なので今回は従来の作り方にならって、スルメイカをまるごと1杯使ってイカメンチを作っていきます。
 

〈材料(2人分)〉

 スルメイカ……1杯
 キャベツ……1/8玉
 玉ねぎ……中1/2個
 にんじん……1/3本
 卵……1個
☆片栗粉……大さじ2
☆薄力粉……大さじ2
☆しょうゆ……小さじ2
☆砂糖……小さじ1
☆すりおろししょうが……小さじ1
☆塩……小さじ1
 
スルメイカ
スルメイカは、地元のスーパーで購入してきました。写真のように乳白色で透明感があるイカは鮮度がいい証拠。

新鮮なものほど透明度が高く、目は黒々として艶があり、胴体にハリがあります。逆に鮮度が落ちているものは、目がくぼみ、ツヤがなく、白く濁っています。白濁した身に茶焦げた斑点があるものは、腐敗が進んでいる証拠なので購入は避けたほうがよさそうです。

それではさっそく作っていきましょう!
 

① イカをさばく

イカをさばく
冷凍・生どちらにしてもイカをまるごと使う場合は、先にイカの下処理を済ませておきます。
スルメイカのさばき方はこちら
 

② 具材をみじん切りにする

イカみじん切り
イカの下処理を済ませたあと、胴体、エンペラ(三角の耳)、イカゲソをみじん切りにします。もしあればフードプロセッサーで細かくしたほうがふわふわな食感になるのでおすすめです。

 
野菜は粗みじん切り
キャベツ、玉ねぎ、にんじんを粗みじん切りにします。写真ではうっかり細かいみじん切りにしていますが、粗めに切ったほうが野菜の食感が残って美味しいと思います。
 

③ 材料をすべて練り混ぜる

材料をすべて混ぜる
②と☆をあわせて、粘りが出るまで練り混ぜ、溶き卵を入れます。ただ、気温や具材の切り方によって粘りけの強さは変わるので、混ぜてみて柔らかいようであれば、溶き卵の量は少なめにしてみてください。

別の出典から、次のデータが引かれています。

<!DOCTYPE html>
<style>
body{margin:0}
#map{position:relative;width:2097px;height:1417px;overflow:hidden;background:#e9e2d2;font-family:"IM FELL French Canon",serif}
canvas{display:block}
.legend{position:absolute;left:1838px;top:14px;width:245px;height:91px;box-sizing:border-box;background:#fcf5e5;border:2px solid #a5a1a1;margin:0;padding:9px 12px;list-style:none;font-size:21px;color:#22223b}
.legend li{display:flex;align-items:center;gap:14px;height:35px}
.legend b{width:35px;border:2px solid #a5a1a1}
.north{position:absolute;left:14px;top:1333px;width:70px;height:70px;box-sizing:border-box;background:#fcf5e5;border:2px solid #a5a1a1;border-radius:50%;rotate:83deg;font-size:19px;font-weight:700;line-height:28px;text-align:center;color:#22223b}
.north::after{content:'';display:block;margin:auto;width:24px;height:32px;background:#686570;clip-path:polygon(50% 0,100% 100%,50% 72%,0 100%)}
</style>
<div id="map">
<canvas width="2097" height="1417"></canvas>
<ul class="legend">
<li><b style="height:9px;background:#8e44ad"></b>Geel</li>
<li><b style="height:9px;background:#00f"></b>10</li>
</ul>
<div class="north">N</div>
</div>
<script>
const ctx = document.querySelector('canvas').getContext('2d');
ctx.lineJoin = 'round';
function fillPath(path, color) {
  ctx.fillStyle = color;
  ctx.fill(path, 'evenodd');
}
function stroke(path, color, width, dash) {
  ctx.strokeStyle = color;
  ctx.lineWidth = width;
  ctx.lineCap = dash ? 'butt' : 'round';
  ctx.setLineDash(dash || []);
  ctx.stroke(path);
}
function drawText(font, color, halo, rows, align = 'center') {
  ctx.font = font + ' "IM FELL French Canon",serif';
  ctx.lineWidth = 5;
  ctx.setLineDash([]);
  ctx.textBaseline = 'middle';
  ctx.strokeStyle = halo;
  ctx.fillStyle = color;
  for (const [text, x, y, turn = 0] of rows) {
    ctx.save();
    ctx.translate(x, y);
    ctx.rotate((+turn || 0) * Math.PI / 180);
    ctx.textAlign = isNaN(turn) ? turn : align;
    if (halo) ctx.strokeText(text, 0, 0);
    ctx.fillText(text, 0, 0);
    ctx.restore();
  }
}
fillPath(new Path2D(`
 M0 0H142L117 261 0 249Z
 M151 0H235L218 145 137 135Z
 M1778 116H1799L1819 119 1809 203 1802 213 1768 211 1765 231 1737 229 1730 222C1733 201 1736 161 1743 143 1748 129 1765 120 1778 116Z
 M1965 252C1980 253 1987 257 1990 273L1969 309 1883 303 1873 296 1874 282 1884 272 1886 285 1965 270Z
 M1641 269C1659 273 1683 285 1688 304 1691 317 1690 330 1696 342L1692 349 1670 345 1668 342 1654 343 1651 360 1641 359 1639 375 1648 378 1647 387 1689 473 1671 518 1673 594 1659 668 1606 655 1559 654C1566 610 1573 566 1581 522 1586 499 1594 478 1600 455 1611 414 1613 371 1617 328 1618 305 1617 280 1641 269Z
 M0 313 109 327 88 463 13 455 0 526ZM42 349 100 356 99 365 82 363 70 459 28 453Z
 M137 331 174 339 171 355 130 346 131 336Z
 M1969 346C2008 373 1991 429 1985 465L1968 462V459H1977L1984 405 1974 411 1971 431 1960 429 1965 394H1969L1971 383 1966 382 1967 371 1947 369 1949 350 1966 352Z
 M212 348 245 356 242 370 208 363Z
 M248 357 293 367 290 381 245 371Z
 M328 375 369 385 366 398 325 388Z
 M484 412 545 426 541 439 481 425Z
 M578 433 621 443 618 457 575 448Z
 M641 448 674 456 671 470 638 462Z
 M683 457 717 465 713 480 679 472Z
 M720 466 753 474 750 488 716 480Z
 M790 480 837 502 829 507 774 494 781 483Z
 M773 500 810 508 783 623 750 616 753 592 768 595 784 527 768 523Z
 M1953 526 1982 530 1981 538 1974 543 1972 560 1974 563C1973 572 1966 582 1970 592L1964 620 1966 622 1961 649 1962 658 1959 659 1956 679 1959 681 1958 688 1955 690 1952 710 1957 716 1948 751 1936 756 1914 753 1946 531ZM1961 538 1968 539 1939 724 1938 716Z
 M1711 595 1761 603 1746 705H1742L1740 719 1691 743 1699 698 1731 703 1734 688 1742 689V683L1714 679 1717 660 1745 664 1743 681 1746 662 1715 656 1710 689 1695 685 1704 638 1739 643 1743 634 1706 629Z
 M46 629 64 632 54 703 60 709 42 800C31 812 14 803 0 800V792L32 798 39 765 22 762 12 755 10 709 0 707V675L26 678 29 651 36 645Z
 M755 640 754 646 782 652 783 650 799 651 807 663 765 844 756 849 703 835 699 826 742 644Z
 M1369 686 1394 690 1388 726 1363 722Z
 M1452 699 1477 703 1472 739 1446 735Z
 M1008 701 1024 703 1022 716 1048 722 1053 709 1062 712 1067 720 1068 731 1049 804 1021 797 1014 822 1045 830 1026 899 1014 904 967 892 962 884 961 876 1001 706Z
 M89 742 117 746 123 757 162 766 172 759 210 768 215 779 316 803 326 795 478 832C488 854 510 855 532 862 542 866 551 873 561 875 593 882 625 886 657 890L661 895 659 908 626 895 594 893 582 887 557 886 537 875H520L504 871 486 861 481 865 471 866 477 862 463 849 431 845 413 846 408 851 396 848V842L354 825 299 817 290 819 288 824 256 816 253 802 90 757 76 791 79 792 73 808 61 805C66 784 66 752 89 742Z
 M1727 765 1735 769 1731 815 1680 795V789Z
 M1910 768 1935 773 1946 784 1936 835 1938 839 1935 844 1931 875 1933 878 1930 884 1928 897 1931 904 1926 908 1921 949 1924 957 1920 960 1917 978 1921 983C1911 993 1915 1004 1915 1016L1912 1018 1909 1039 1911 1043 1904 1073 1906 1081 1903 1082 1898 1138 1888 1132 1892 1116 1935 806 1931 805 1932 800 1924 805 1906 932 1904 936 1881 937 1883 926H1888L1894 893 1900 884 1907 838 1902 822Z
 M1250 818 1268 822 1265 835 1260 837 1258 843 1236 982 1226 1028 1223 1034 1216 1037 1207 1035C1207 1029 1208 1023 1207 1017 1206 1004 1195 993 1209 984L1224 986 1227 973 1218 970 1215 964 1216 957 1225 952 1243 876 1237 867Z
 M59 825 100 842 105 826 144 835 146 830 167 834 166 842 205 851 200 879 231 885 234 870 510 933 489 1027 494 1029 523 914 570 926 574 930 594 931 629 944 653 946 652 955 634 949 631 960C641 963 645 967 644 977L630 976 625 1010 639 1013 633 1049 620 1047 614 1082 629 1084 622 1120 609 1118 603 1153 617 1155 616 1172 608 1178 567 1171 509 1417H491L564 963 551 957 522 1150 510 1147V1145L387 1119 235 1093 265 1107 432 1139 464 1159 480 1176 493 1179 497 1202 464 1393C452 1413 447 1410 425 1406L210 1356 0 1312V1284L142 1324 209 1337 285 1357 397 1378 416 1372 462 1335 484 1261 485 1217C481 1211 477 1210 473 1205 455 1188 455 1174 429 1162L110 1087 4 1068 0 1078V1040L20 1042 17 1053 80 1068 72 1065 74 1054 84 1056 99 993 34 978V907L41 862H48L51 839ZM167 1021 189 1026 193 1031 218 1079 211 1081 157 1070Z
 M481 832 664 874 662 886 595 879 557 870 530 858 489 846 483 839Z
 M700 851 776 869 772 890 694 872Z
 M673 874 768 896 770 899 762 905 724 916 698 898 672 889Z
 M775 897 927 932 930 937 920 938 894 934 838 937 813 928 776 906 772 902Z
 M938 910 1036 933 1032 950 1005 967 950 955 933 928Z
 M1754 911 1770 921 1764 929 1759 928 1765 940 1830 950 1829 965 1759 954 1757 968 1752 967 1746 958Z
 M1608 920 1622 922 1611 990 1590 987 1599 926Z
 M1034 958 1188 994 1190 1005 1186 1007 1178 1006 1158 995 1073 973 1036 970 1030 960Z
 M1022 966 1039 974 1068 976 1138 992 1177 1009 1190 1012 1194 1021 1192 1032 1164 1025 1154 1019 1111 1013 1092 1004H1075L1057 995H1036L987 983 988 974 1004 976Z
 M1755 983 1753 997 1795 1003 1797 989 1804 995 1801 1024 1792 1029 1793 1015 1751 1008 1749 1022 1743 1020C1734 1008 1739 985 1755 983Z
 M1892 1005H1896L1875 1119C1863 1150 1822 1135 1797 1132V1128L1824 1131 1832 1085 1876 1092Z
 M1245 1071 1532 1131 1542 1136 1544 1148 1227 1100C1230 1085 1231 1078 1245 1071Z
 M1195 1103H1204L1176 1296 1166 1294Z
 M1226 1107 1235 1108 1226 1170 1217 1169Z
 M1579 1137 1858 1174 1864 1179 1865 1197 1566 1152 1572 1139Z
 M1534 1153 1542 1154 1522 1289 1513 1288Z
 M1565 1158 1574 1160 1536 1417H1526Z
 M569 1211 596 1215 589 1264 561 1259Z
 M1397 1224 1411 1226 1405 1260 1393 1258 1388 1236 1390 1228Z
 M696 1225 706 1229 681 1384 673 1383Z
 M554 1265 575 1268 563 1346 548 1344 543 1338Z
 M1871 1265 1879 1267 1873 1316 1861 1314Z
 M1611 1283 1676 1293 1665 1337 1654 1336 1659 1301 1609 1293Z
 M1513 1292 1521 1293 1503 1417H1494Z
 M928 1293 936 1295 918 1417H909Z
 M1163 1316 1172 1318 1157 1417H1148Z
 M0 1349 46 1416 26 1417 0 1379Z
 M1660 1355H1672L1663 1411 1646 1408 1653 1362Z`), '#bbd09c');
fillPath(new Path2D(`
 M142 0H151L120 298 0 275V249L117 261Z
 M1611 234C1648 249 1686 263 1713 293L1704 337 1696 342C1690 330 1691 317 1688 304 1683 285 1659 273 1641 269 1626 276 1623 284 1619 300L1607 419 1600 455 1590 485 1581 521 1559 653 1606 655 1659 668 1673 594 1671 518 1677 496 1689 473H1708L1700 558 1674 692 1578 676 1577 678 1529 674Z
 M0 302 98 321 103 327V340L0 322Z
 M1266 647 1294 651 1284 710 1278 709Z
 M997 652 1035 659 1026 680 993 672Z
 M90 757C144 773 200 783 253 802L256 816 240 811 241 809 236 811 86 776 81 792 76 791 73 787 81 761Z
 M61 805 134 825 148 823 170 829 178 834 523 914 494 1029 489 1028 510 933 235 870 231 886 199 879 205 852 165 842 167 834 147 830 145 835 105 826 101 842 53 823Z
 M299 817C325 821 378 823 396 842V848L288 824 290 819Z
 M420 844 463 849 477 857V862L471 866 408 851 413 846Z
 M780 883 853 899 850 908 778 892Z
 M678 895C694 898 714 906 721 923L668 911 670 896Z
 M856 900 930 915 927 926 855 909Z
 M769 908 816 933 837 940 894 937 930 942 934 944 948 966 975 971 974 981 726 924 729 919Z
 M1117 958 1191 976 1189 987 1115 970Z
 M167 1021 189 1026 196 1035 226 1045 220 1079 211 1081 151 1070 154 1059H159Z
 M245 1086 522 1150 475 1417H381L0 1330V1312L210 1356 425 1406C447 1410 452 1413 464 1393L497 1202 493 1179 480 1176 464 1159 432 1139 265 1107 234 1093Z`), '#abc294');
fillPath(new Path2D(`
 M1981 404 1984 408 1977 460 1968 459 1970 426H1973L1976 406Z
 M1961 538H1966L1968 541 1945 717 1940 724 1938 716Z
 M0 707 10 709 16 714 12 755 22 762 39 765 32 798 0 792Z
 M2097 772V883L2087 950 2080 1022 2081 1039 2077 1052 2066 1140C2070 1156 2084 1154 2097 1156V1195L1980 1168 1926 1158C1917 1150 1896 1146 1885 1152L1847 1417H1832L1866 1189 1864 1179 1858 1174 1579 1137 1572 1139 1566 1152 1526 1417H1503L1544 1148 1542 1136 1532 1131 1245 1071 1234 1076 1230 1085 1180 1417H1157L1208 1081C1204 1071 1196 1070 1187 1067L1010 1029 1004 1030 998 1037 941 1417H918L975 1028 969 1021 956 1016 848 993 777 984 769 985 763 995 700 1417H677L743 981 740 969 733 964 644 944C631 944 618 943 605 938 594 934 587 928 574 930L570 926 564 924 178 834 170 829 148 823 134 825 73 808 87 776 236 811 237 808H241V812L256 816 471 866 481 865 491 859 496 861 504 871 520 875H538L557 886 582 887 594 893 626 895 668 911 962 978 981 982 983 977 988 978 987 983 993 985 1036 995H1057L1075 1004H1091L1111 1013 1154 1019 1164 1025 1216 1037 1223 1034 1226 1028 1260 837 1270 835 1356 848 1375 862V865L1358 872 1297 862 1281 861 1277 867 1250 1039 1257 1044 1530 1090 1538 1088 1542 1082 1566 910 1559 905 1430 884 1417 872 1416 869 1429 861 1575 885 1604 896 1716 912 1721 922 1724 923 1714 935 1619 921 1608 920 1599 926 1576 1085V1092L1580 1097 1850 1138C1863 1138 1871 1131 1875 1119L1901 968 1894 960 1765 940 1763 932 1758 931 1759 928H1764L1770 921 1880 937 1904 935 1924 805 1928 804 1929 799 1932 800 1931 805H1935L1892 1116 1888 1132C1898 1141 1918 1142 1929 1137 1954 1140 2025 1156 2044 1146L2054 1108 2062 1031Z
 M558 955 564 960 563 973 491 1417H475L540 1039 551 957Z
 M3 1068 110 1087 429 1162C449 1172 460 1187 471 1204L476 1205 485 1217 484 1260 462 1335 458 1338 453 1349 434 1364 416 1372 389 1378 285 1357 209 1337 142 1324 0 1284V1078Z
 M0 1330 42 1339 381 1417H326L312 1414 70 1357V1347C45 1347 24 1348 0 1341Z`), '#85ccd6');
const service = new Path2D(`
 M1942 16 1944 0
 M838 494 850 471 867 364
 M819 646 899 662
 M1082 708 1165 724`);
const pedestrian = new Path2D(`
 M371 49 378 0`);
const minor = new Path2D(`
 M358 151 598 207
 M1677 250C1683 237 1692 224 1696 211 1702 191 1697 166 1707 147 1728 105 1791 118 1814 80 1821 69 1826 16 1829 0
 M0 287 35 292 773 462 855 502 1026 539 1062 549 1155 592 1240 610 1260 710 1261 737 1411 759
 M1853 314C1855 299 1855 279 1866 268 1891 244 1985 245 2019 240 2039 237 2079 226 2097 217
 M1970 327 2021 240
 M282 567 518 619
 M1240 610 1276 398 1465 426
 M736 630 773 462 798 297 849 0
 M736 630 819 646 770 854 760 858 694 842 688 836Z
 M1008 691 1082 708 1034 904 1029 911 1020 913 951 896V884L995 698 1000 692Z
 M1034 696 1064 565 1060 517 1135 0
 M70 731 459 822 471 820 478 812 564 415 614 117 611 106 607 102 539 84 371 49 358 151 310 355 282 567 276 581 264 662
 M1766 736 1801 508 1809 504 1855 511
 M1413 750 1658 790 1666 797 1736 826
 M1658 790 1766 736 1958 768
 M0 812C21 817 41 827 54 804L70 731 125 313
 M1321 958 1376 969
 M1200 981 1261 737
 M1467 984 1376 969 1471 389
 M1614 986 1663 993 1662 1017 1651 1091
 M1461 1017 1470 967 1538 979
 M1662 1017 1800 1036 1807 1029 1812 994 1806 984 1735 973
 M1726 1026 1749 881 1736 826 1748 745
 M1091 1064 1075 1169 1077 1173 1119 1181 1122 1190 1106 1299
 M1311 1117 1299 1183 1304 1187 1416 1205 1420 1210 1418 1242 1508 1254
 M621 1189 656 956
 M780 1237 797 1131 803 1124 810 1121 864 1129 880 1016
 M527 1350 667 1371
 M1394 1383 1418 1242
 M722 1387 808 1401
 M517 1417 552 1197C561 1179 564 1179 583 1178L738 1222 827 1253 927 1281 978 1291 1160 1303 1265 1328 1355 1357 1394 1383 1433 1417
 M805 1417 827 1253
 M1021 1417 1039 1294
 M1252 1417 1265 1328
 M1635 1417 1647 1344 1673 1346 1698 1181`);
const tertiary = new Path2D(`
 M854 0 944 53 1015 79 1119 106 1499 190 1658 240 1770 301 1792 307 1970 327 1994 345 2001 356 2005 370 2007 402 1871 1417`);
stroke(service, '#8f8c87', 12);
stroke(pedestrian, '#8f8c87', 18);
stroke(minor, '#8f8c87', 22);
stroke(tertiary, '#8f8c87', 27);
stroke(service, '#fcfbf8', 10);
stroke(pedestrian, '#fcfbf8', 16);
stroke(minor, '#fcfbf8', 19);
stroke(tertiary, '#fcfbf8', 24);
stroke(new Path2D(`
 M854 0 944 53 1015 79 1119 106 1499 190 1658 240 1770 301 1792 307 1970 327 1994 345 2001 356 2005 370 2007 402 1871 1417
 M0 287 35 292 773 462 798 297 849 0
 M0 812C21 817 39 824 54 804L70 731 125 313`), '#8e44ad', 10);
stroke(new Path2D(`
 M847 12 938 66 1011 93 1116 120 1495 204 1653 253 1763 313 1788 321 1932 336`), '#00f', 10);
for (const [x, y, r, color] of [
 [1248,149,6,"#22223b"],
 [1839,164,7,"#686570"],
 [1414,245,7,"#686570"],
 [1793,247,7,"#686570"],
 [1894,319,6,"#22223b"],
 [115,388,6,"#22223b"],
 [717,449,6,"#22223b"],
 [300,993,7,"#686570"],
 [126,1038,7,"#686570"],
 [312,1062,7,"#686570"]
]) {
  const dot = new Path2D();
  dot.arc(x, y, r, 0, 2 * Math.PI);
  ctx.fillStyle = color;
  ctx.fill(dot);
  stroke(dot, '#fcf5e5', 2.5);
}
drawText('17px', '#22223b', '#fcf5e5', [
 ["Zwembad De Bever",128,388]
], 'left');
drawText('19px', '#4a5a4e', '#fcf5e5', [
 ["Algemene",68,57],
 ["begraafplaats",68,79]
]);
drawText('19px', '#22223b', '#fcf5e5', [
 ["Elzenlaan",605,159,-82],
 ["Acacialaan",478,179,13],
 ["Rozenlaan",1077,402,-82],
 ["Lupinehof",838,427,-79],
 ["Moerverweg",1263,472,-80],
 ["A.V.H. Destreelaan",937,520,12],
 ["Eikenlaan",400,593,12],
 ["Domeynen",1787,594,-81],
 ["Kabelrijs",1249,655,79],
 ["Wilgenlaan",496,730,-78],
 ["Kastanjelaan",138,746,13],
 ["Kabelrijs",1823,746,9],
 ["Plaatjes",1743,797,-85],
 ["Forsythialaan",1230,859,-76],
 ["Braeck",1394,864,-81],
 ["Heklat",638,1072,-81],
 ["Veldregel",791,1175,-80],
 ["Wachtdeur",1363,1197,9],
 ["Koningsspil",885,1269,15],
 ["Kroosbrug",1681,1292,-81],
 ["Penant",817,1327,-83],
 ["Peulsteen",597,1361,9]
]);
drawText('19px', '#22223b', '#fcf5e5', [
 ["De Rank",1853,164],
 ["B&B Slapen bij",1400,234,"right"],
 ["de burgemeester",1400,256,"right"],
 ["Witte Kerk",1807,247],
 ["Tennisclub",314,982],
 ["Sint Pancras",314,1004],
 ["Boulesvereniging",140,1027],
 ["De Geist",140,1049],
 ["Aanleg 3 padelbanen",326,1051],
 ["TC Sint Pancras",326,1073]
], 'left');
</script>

うまくまとまらないときは薄力粉と片栗粉で調整するか、大葉に包んで丸ごと揚げるアレンジもおすすめ。
 

④ 170度の油で揚げる

フライパンに2センチくらいの高さまでサラダ油を入れ、170℃に熱します。
中弱火で揚げていきます
スプーンで楕円型を作り、油にそっと落とします。

焦げやすいので、油の温度が上がりすぎないよう注意してください。このときは弱中火くらいの火加減で揚げています。

きつね色になったらクッキングペーパーや新聞紙にあげて、余分な油を落として出来上がり!
イカメンチ、完成!
ん~サクサクふわふわの仕上がり! やはりお惣菜コーナーで買うものとは比にならないくらい美味しくできました! イカの香ばしい味わいでビールが進む進む。揚げ物といっても、たくさん入った野菜の甘みがぎゅぎゅっと凝縮されているので、重くなりすぎず何個でも食べられそうです。


* * *

今回は基本のイカメンチの作り方でしたが、イカメンチは衣や具材を少し変えるだけでまったく違ったおつまみに変化します。

イカメンチのアレンジレシピを地元の友人に訊いたところ、紅生姜や枝豆を入れて味の雰囲気を変えたり、天ぷら粉を使ってサクサクに、豆腐や長芋を混ぜてよりふわふわモチモチな仕上がりにしてみたりと各家庭によってアレンジのバリエーションは様々でした。

新鮮なスルメイカを見つけた時は、ビールのお供にぜひ作ってみてください。

おまけ。スルメイカのさばき方をマスターせよ!

祖母にイカの解体をお願いしてみたところ、さすが青森の漁師町に暮らしているだけあって手際よく教えてくれました。イカをさばき慣れていない人には少々難しそうに思えますが、やってみると意外と簡単! 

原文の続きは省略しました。